I've seen some weird things in 1099 employment contracts (not too dissimlar to your FT offer) over a couple decades, basically deal breakers that I've been nearly always successful in having removed or properly worded.
Twice, for hospitalist moonlighting, I turned down offers to continue on based on the hold harmless language. I really wanted to keep doing that work, but the risk of assuming all hospital corporation liability, in addition to my own, regardless of the fault type (even for grossly negligent or intentional acts by corporation employees), was too great and frankly ridiculous.
You need to sit down and read the entire contract at least once. Make marks on a copy for any questions or concerns.

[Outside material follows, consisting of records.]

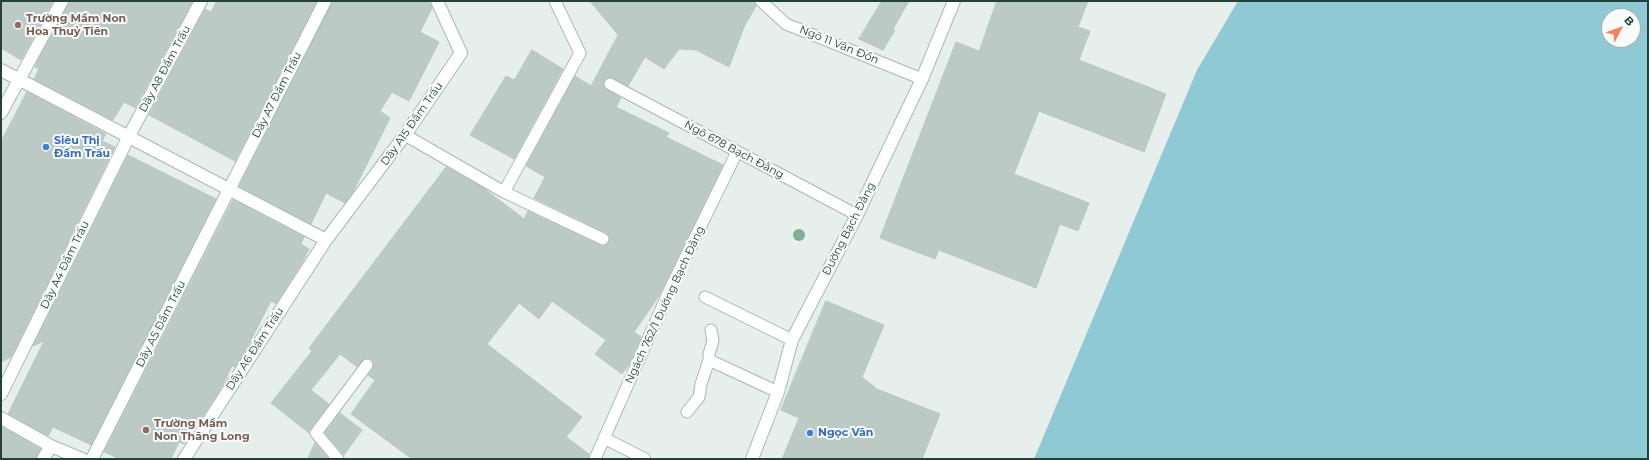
<!DOCTYPE html>
<html>
<head>
<meta charset="utf-8">
<style>
  body { margin:0 }
  #map { position:relative; width:1649px; height:460px; overflow:hidden; background:#e6efeb; font-family:Montserrat,sans-serif }
  canvas { display:block }
  .frame { position:absolute; inset:0; border:2px solid #24423a; pointer-events:none }
  .north { position:absolute; left:1601px; top:8px; width:40px; height:40px; box-sizing:border-box; background:#f7fbf9; border:1px solid #a3b1ad; border-radius:50%; rotate:49deg; font-size:11px; font-weight:700; line-height:16px; text-align:center; color:#24423a }
  .north::after { content:''; display:block; margin:auto; width:14px; height:18px; background:#f4845f; clip-path:polygon(50% 0,100% 100%,50% 72%,0 100%) }
</style>
</head>
<body>
<div id="map">
<canvas width="1649" height="460"></canvas>
<div class="frame"></div>
<div class="north">B</div>
</div>
<script>
const c = document.querySelector('canvas').getContext('2d');
c.lineJoin = 'round';
function paint(path, color) {
  c.fillStyle = color;
  c.fill(path, 'evenodd');
}
function strokePath(path, color, width, dash) {
  c.strokeStyle = color;
  c.lineWidth = width;
  c.lineCap = dash ? 'butt' : 'round';
  c.setLineDash(dash || []);
  c.stroke(path);
}
function label(font, color, halo, rows, align = 'center') {
  c.font = font + ' Montserrat,sans-serif';
  c.lineWidth = 4;
  c.setLineDash([]);
  c.textBaseline = 'middle';
  c.strokeStyle = halo;
  c.fillStyle = color;
  for (const [text, x, y, turn = 0] of rows) {
    c.save();
    c.translate(x, y);
    c.rotate((+turn || 0) * Math.PI / 180);
    c.textAlign = isNaN(turn) ? turn : align;
    if (halo) c.strokeText(text, 0, 0);
    c.fillText(text, 0, 0);
    c.restore();
  }
}
paint(new Path2D(`
  M1238,1h410v458h-614l163,-389zM1609,16h24v24h-24z`), '#8ec9d4');
const building = new Path2D(`
  M1,1h52l-32,59 -20,-12z
  M69,1l123,1 -57,106 -11,-6 -11,18 -79,-41 5,-10 -4,-2z
  M217,1h100l-82,160 -86,-46 56,-106 6,3z
  M332,1h98l2,7 -12,24 19,10 -30,59 -17,-9 -12,19 10,7 -37,74 -8,11 -19,-10 -15,31 -72,-38z
  M590,1h164l2,5 -12,21 -15,40 -33,-17 -17,-1 -15,20 -19,-12 -17,29 -18,-9 -6,4v7l17,10 -5,9 53,26 -3,4 57,28 -64,131 -25,36 7,5 -11,26 -8,11 -27,-20 11,-14 -54,-39 -13,18 -20,-16 -32,41 95,73 -16,20 23,17 -1,5h-176l-61,-45 24,-34 -7,-5 5,-6 1,-6 -3,-4 -6,-1 -8,9 -17,-13 -29,36 18,14 -19,25 -1,4 -38,-30 41,-52 -3,-3 137,-181 36,20 42,32 4,-8 72,34 4,1 5,-4 1,-4 -4,-5 -72,-35 11,-21 -19,-11 49,-90 16,10 27,-51z
  M882,1h27l-16,28 2,1 -12,20 -24,-11z
  M997,1h91l-10,26 12,4 -11,29 87,34 -22,58 -105,-41 -25,63 75,29 -11,28 -18,-7 -24,64 -97,-38 -4,9 -55,-21 76,-196 23,9z
  M532,50l31,19 -49,90 -44,-24 36,-59 8,4z
  M27,92l79,42 -4,7 13,6 -104,210 -10,5v-220z
  M128,155l88,44 -125,246 -38,-18 -5,9 -40,-22 36,-73 -11,5z
  M233,200l71,37 -3,7 8,5 -6,12 -27,43 -5,-3 -23,45 -13,21 -3,-1 -9,19 -22,34 -2,-1 -15,26 -5,-2 -8,17h-51l-16,-7z
  M826,301l58,24 -22,52 15,12 63,25 -18,45h-140l17,-41 -18,-8z
  M340,413l22,17 -18,25 -19,-22z
  M2,427l39,22 -5,10h-35z
  M315,443l14,16h-21z`);
paint(building, '#bbcac4');
strokePath(building, '#b8c9c2', 1);
const lane = new Path2D(`
  M761,1l25,23 136,55
  M610,84l247,131
  M405,135l99,57 99,47
  M504,192l76,-139 -25,-52
  M705,297l87,43
  M711,330l2,11 -4,13v6l69,32
  M687,412l12,-15 2,-13 8,-24
  M604,438l41,21
  M338,459l-22,-26 51,-68
  M595,459l75,-170 67,-137`);
const street = new Path2D(`
  M1,70l325,170
  M1,113l61,-112
  M1,394l128,-258 72,-135
  M1,418l50,28 31,13
  M43,459l8,-13
  M92,459l233,-458
  M184,459l142,-219 79,-105 56,-82 -24,-52`);
const secondary = new Path2D(`
  M752,459l26,-67 14,-52 65,-125 65,-136 32,-78`);
strokePath(lane, '#a8b8b2', 13);
strokePath(street, '#a8b8b2', 14);
strokePath(secondary, '#a4bbb3', 14);
strokePath(lane, '#fff', 11);
strokePath(street, '#fff', 12);
strokePath(secondary, '#fff', 12);
c.fillStyle = '#80af93';
for (const [x, y] of [
  [799,235]
]) {
  c.beginPath();
  c.arc(x, y, 6, 0, 2 * Math.PI);
  c.fill();
}
for (const [x, y, r, color] of [
  [18,25,4,"#8d6e63"],
  [46,147,4,"#3f7fe0"],
  [146,430,4,"#8d6e63"],
  [810,433,4,"#3f7fe0"]
]) {
  const dot = new Path2D();
  dot.arc(x, y, r, 0, 2 * Math.PI);
  c.fillStyle = color;
  c.fill(dot);
  strokePath(dot, '#f7fbf9', 1.5);
}
label('bold 11px', '#785e54', '#f7fbf9', [
  ["Trường Mầm Non",26,19],
  ["Hoa Thuỷ Tiên",26,32],
  ["Trường Mầm",154,424],
  ["Non Thăng Long",154,437]
], 'left');
label('11px', '#24423a', '#f7fbf9', [
  ["Ngõ 11 Vân Đồn",839,45,22],
  ["Dãy A8 Đầm Trấu",165,69,-62],
  ["Dãy A7 Đầm Trấu",277,95,-63],
  ["Dãy A15 Đầm Trấu",412,124,-55],
  ["Ngõ 678 Bạch Đằng",734,150,28],
  ["Đường Bạch Đằng",849,229,-63],
  ["Dãy A4 Đầm Trấu",65,265,-64],
  ["Ngách 762/1 Đường Bạch Đằng",665,305,-65],
  ["Dãy A5 Đầm Trấu",161,324,-63],
  ["Dãy A6 Đầm Trấu",255,349,-57]
]);
label('bold 11px', '#366cbe', '#f7fbf9', [
  ["Siêu Thị",54,141],
  ["Đầm Trấu",54,154],
  ["Ngọc Vân",818,433]
], 'left');
</script>
</body>
</html>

If you are married, he/she are going to be tied to that contract as well from a financial and liability perspective. Make sure to review with that person as well, or at least offer.

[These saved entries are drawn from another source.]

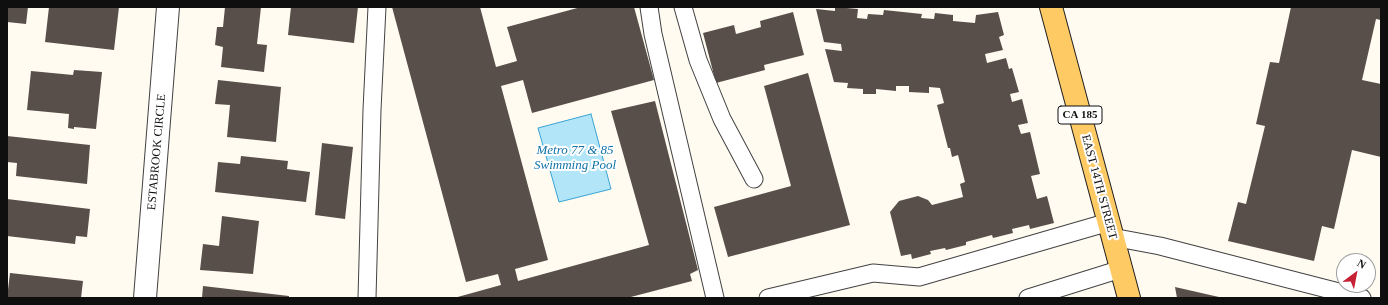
<!DOCTYPE html>
<style>
body{margin:0}
#map{position:relative;width:1388px;height:305px;overflow:hidden;background:#fffbf1;font-family:Georgia,serif}
canvas{display:block}
.frame{position:absolute;inset:0;border:8px solid #0f0f0f;pointer-events:none}
.north{position:absolute;left:1336px;top:253px;width:40px;height:40px;box-sizing:border-box;background:#fff;border:1px solid #9f9f9f;border-radius:50%;rotate:32deg;font-size:11px;font-weight:700;line-height:16px;text-align:center;color:#0f0f0f}
.north::after{content:'';display:block;margin:auto;width:14px;height:18px;background:#c62037;clip-path:polygon(50% 0,100% 100%,50% 72%,0 100%)}
</style>
<div id="map">
<canvas width="1388" height="305"></canvas>
<div class="frame"></div>
<div class="north">N</div>
</div>
<script>
const ctx = document.querySelector('canvas').getContext('2d');
ctx.lineJoin = 'round';
function paint(path, color) { ctx.fillStyle = color; ctx.fill(path, 'evenodd'); }
const toPath = rows => new Path2D(rows.map(r => 'M' + r).join(''));
function trace(path, color, width, dash) { ctx.strokeStyle = color; ctx.lineWidth = width; ctx.lineCap = dash ? 'butt' : 'round'; ctx.setLineDash(dash || []); ctx.stroke(path); }
function write(font, color, halo, rows, align = 'center') {
  ctx.font = font + ' Georgia,serif'; ctx.lineWidth = 4; ctx.setLineDash([]); ctx.textBaseline = 'middle'; ctx.strokeStyle = halo; ctx.fillStyle = color; for (const [text, x, y, turn = 0] of rows) {
    ctx.save(); ctx.translate(x, y); ctx.rotate((+turn || 0) * Math.PI / 180); ctx.textAlign = isNaN(turn) ? turn : align; if (halo) ctx.strokeText(text, 0, 0); ctx.fillText(text, 0, 0); ctx.restore();
  }
}
const water = toPath([
 [591,114,611,189,559,202,538,128,591,114]
]);
const building = toPath([
 [7,7,28,7,26,24,7,22],
 [49,7,119,7,114,50,45,42],
 [225,7,261,7,257,44,267,45,264,72,221,67,223,47,215,45,217,27,223,27],
 [291,7,358,7,354,43,288,35],
 [392,7,480,7,496,67,517,61,507,27,581,7,634,7,654,80,532,113,523,80,501,86,548,260,515,269,518,281,649,245,611,111,655,101,698,270,690,274,692,281,627,298,454,298,501,285,498,274,466,282],
 [835,7,858,9,857,18,867,19,868,14,883,15,884,10,922,14,921,18,934,19,935,13,953,15,953,21,975,23,976,15,998,12,1004,35,999,37,1003,50,985,54,987,63,1006,58,1009,69,1012,68,1019,92,1010,94,1012,102,1022,99,1028,123,1018,125,1021,134,1030,132,1040,174,1031,176,1037,199,1047,196,1054,223,1030,229,1029,225,1012,229,1013,233,993,238,992,235,966,242,966,245,946,250,945,248,930,251,931,254,912,259,911,254,901,256,890,212,899,201,918,196,928,200,932,205,963,197,960,184,965,182,958,155,952,157,950,148,948,148,937,105,944,103,940,88,929,87,929,93,909,92,909,86,896,86,896,91,876,89,876,94,863,94,863,89,847,88,848,83,834,82,825,49,842,51,841,44,824,42,816,9,835,11],
 [1291,7,1381,7,1381,20,1376,19,1362,80,1381,84,1381,157,1352,150,1334,229,1322,226,1314,261,1228,241,1238,202,1246,204,1265,126,1256,124,1270,62,1279,63],
 [793,12,804,55,764,65,765,70,716,83,703,33,734,25,736,34,761,27,760,21],
 [74,70,102,72,96,129,74,127,74,129,68,128,69,114,27,110,31,71,73,75],
 [808,73,850,225,728,257,714,207,791,186,764,86],
 [218,80,281,87,276,142,227,137,230,105,215,104],
 [7,136,90,145,87,184,16,176,17,163,7,162],
 [322,143,353,147,345,219,315,215],
 [241,156,288,161,287,169,310,172,306,202,215,192,218,162,240,164],
 [7,199,90,209,87,237,76,236,75,244,7,236],
 [222,216,259,221,253,274,200,270,203,244,219,246],
 [10,273,83,281,81,298,7,298],
 [203,286,289,296,289,298,202,298],
 [1175,287,1219,297,1219,298,1177,298]
]);
const lane = toPath([
 [649,7,653,34,715,298],
 [683,7,698,60,722,119,754,179],
 [1112,237,1160,246,1362,298],
 [367,298,372,110,377,7],
 [768,298,873,273,919,277,1109,222],
 [1028,298,1121,269]
]);
const street = toPath([
 [145,298,168,7]
]);
const primary = toPath([
 [1051,7,1129,298]
]);
const shields = [
 [1080,115,44]
];
const shieldNames = [
 ["CA 185",1080,115]
];
const streetNames = [
 ["ESTABROOK CIRCLE",157,152,-85],
 ["EAST 14TH STREET",1099,187,75]
];
const waterNames = [
 ["Metro 77 & 85",575,151],
 ["Swimming Pool",575,166]
];
paint(water, '#b3e5f9');
trace(water, '#37a3d3', 1);
paint(building, '#584f4b');
trace(lane, '#424242', 19);
trace(street, '#424242', 24);
trace(primary, '#202020', 24);
trace(lane, '#fff', 17);
trace(street, '#fff', 22);
trace(primary, '#feca63', 22);
for (const [x, y, w] of shields) { const box = new Path2D(); box.roundRect(x - w / 2, y - 9, w, 18, 3); ctx.fillStyle = '#fff'; ctx.fill(box); trace(box, '#0f0f0f', 1); }
write('bold 11px', '#0f0f0f', null, shieldNames);
write('12px', '#0f0f0f', '#fff', streetNames);
write('italic 13px', '#1273a7', '#fff', waterNames);
</script>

The Hold Harmless paragraph, if it exists, is the most important thing for you to review very carefully. If you are not 110% certain about it, get an attorney. It will be much less expensive to hire an attorney for a small question than have a huge liability later that may not even be covered by your malpractice scope or amounts. If the paragraph fills you with potential dread, negotiate it out. I've seen weird things for contract work that basically no one would sign if they actually read it. Maybe no one has signed it, but the legal team always puts it in the "standard contract". Geesh, the number of times someone told me they were offering a "standard contract". Yeah, right.
Other things:
Termination clauses, both directions - immediate for cause (specific reasons all outlined), and terms for termination without cause
Non compete after you leave - scope of practice, geography, and time duration
Exclusivity restrictions
Payment terms, including how late they can be. Time to your payment has to be specified, say like 30 days.
Duties, hours, mid level provider supervision, which facilities
ICU open/closed
Who runs codes.
Good idea to request a physical copy of that malpractice coverage for your records.
Remeber, you can't fully negotiate an employment contract if you can't walk away from it. That means ideally, you'd have two simultaneous offers.